What is expected:
Using the records below, output the stretch that opens with the line containing "position:relative; width:1211px; height:2380px;" and closes with the line containing "inset:0; background:#95479c; transform-origin:0", exactly and including both lines, with nothing more.

————

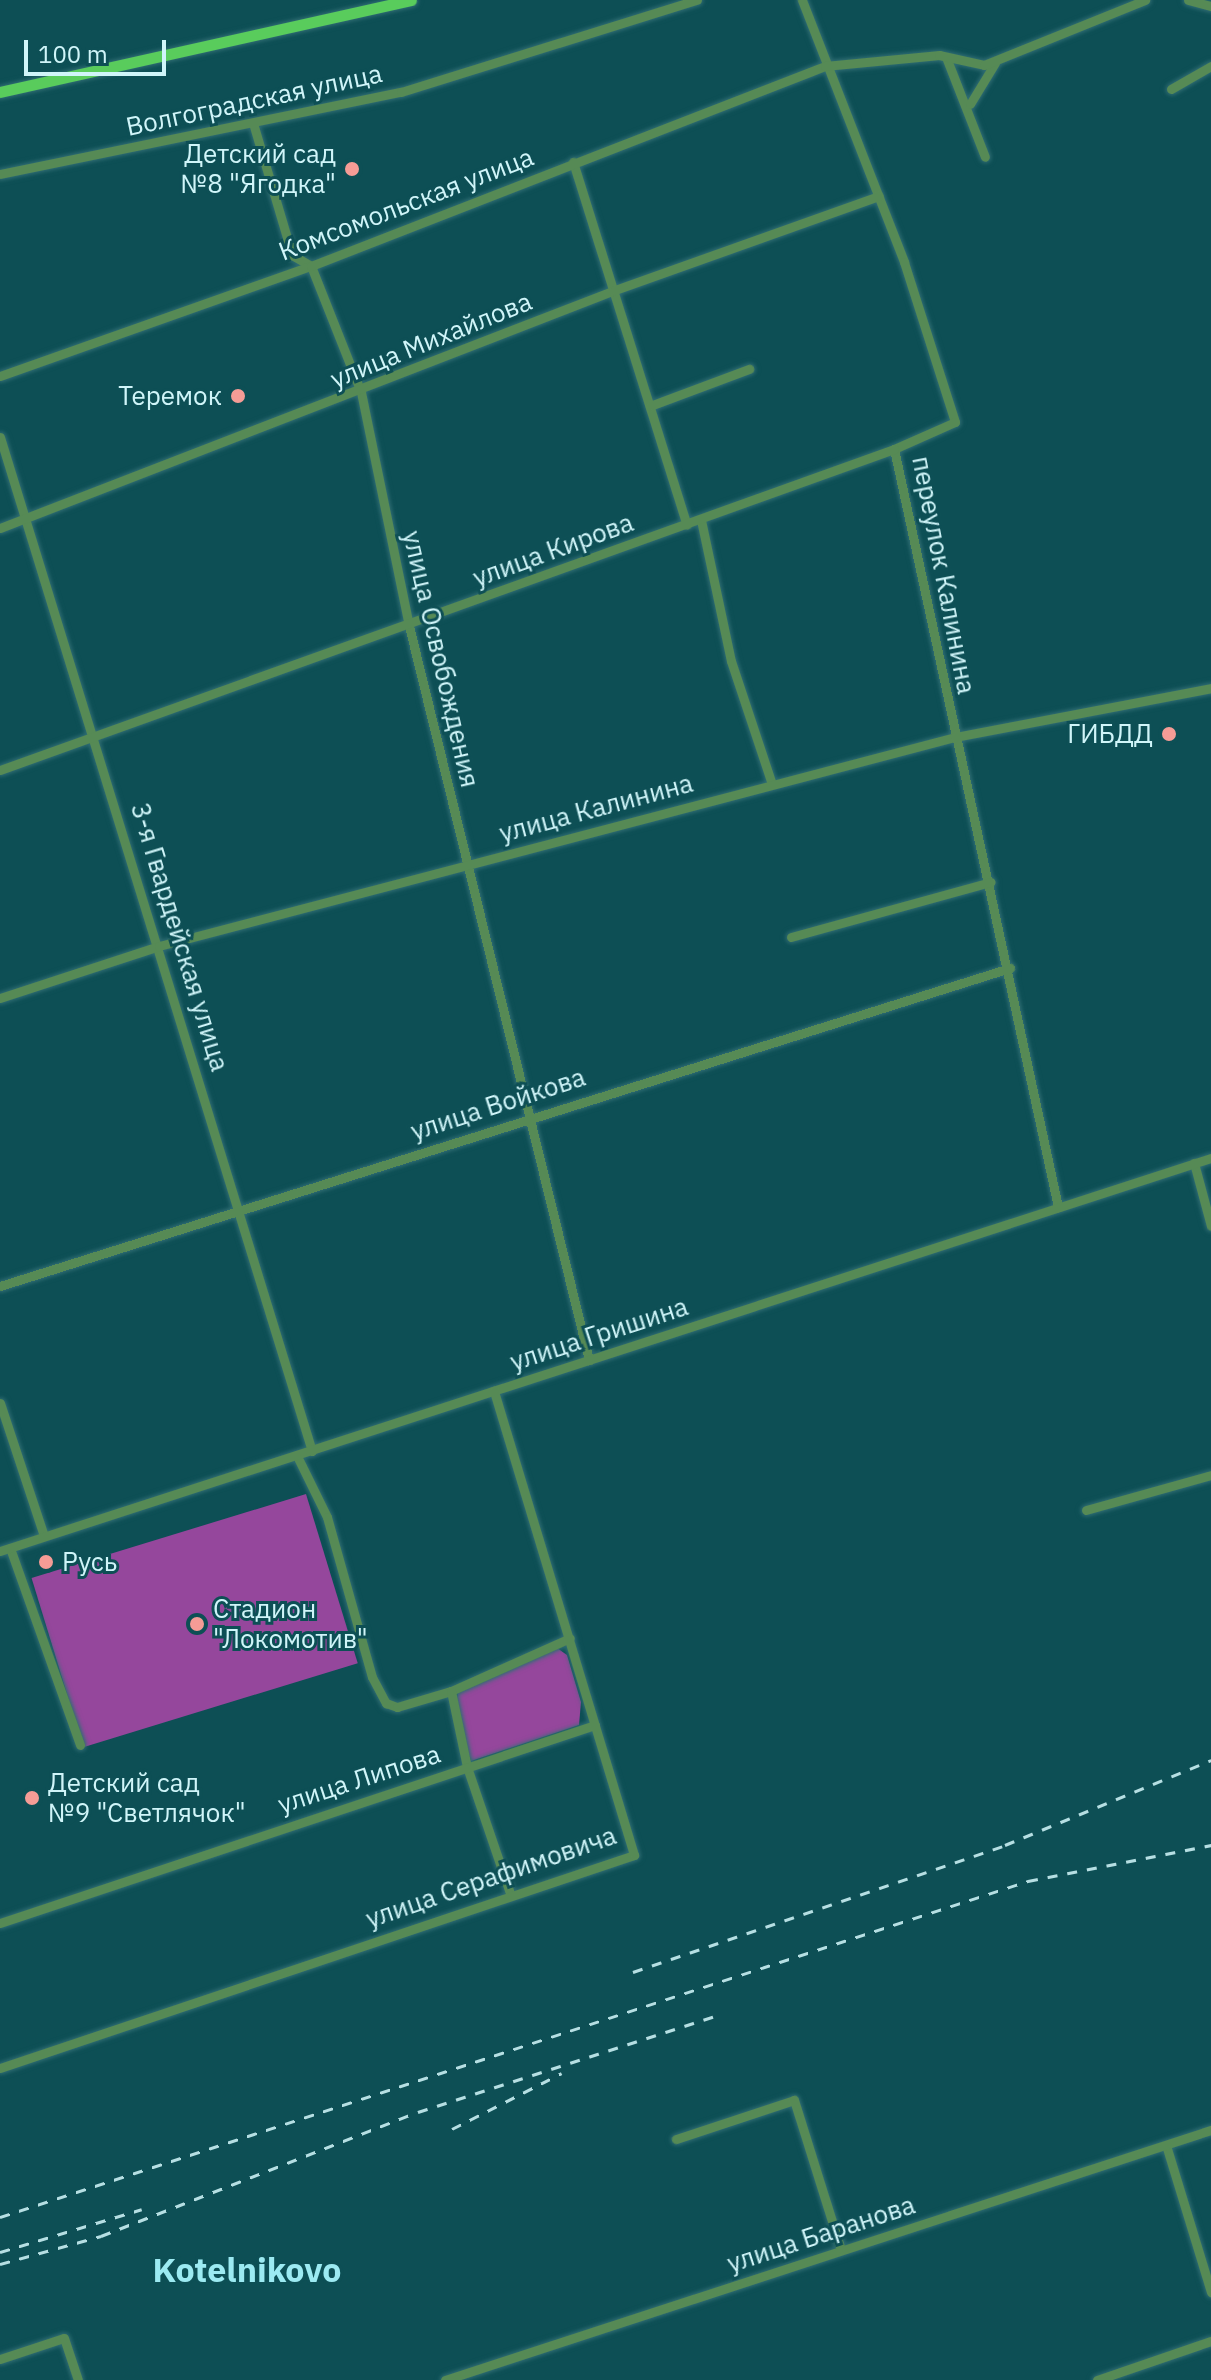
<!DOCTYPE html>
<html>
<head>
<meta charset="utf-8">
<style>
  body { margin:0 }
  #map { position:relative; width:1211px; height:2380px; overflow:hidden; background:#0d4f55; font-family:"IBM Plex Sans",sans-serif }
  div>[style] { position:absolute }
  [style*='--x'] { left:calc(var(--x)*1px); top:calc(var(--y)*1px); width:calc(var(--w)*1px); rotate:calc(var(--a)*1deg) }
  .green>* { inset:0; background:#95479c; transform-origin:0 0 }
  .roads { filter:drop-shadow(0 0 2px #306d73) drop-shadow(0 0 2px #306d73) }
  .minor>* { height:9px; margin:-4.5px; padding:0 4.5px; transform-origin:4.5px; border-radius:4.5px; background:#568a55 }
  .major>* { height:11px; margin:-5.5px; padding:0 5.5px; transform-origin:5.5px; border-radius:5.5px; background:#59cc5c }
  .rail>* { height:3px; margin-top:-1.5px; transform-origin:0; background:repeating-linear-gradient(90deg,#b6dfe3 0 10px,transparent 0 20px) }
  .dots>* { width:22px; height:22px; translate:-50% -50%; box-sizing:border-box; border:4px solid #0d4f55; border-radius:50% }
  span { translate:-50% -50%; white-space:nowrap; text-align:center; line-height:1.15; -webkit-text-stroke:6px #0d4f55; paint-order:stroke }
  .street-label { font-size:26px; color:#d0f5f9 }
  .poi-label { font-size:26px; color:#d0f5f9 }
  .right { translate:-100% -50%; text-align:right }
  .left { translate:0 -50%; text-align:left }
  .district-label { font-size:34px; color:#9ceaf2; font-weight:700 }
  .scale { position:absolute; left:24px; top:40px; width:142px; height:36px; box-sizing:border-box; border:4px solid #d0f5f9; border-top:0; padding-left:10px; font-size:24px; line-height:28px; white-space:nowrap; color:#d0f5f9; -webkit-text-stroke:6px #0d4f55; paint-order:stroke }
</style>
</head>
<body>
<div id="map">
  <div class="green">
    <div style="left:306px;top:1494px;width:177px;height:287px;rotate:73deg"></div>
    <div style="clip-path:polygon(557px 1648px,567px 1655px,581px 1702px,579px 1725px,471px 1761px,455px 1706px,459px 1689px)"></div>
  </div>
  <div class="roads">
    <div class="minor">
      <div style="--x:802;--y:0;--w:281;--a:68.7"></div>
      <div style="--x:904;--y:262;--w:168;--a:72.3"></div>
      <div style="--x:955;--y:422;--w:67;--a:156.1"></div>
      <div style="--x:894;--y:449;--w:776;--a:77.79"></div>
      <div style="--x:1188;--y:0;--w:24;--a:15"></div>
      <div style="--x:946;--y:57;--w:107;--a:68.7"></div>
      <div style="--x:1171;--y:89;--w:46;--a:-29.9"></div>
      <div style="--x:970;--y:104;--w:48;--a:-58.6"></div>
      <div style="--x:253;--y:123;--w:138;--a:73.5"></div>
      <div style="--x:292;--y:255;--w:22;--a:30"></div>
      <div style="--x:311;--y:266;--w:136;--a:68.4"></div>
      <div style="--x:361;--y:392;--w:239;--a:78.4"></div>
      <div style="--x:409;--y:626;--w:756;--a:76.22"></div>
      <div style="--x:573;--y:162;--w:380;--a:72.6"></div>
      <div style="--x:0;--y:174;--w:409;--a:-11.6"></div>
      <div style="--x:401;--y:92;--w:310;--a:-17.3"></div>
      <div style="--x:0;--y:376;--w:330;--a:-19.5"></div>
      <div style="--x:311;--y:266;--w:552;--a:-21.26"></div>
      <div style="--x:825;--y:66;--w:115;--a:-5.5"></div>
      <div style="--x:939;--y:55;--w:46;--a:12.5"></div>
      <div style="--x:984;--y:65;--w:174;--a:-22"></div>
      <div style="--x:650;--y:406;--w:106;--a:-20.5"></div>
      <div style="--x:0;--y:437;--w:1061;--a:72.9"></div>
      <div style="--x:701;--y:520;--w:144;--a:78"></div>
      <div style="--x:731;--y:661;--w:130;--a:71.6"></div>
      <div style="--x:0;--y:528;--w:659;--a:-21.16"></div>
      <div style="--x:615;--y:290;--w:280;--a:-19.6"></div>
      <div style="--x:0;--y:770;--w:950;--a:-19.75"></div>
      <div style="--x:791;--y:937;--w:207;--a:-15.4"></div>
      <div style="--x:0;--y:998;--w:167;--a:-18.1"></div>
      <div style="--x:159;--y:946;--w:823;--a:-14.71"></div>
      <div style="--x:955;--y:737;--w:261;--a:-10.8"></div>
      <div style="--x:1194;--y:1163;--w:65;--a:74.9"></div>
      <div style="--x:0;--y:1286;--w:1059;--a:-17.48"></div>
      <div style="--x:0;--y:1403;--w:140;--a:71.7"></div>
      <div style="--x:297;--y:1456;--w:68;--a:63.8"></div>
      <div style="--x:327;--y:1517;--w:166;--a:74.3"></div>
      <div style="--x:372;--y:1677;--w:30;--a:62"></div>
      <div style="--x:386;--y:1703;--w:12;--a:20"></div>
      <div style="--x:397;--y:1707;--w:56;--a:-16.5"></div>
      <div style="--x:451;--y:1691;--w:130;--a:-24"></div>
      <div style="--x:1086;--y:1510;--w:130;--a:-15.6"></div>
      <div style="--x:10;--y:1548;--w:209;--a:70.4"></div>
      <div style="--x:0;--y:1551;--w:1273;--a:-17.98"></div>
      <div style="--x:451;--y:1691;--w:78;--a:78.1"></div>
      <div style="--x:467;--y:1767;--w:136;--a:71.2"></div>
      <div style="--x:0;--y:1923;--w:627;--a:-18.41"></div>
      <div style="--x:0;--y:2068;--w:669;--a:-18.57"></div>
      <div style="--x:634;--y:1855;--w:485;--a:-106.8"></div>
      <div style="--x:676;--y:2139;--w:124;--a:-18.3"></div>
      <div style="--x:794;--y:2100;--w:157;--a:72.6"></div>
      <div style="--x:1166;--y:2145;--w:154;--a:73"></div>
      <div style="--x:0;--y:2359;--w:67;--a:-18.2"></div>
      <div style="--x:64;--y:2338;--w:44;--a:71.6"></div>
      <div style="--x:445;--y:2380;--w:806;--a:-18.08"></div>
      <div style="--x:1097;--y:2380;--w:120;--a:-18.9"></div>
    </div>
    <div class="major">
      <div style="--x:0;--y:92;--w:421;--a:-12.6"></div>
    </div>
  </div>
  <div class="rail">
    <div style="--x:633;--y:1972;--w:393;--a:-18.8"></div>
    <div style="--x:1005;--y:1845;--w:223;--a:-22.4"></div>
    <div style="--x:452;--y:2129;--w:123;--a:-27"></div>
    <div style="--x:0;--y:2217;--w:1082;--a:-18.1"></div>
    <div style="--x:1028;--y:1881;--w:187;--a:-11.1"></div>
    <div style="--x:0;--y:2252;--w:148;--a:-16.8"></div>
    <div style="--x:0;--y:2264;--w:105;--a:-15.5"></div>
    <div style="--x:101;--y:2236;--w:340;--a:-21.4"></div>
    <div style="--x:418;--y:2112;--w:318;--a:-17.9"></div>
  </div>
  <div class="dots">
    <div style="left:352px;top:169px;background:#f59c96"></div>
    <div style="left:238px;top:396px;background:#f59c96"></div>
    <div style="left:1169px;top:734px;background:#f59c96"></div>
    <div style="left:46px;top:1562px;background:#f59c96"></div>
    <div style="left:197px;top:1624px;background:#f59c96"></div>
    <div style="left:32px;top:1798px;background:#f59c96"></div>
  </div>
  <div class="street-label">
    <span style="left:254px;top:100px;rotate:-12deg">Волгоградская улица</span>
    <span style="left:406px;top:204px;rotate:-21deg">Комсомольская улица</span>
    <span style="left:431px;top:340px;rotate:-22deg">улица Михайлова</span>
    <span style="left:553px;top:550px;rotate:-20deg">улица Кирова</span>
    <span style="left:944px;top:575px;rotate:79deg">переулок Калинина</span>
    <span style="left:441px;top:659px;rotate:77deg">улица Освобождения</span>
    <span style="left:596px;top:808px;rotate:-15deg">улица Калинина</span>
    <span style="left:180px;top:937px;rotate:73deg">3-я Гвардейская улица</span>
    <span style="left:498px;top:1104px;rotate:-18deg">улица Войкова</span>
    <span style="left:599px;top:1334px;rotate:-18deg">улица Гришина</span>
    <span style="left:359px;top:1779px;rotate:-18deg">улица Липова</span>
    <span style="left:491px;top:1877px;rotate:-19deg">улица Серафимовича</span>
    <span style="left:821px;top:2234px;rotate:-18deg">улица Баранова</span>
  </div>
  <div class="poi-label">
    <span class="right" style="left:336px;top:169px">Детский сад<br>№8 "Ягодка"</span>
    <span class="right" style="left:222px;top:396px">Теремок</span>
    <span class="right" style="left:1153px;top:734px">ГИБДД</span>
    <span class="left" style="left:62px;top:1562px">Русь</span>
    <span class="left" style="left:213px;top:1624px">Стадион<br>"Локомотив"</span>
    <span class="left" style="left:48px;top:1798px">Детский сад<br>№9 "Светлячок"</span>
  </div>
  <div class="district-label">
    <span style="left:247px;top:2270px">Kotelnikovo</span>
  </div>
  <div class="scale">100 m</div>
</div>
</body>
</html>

————

Result:
  #map { position:relative; width:1211px; height:2380px; overflow:hidden; background:#0d4f55; font-family:"IBM Plex Sans",sans-serif }
  div>[style] { position:absolute }
  [style*='--x'] { left:calc(var(--x)*1px); top:calc(var(--y)*1px); width:calc(var(--w)*1px); rotate:calc(var(--a)*1deg) }
  .green>* { inset:0; background:#95479c; transform-origin:0 0 }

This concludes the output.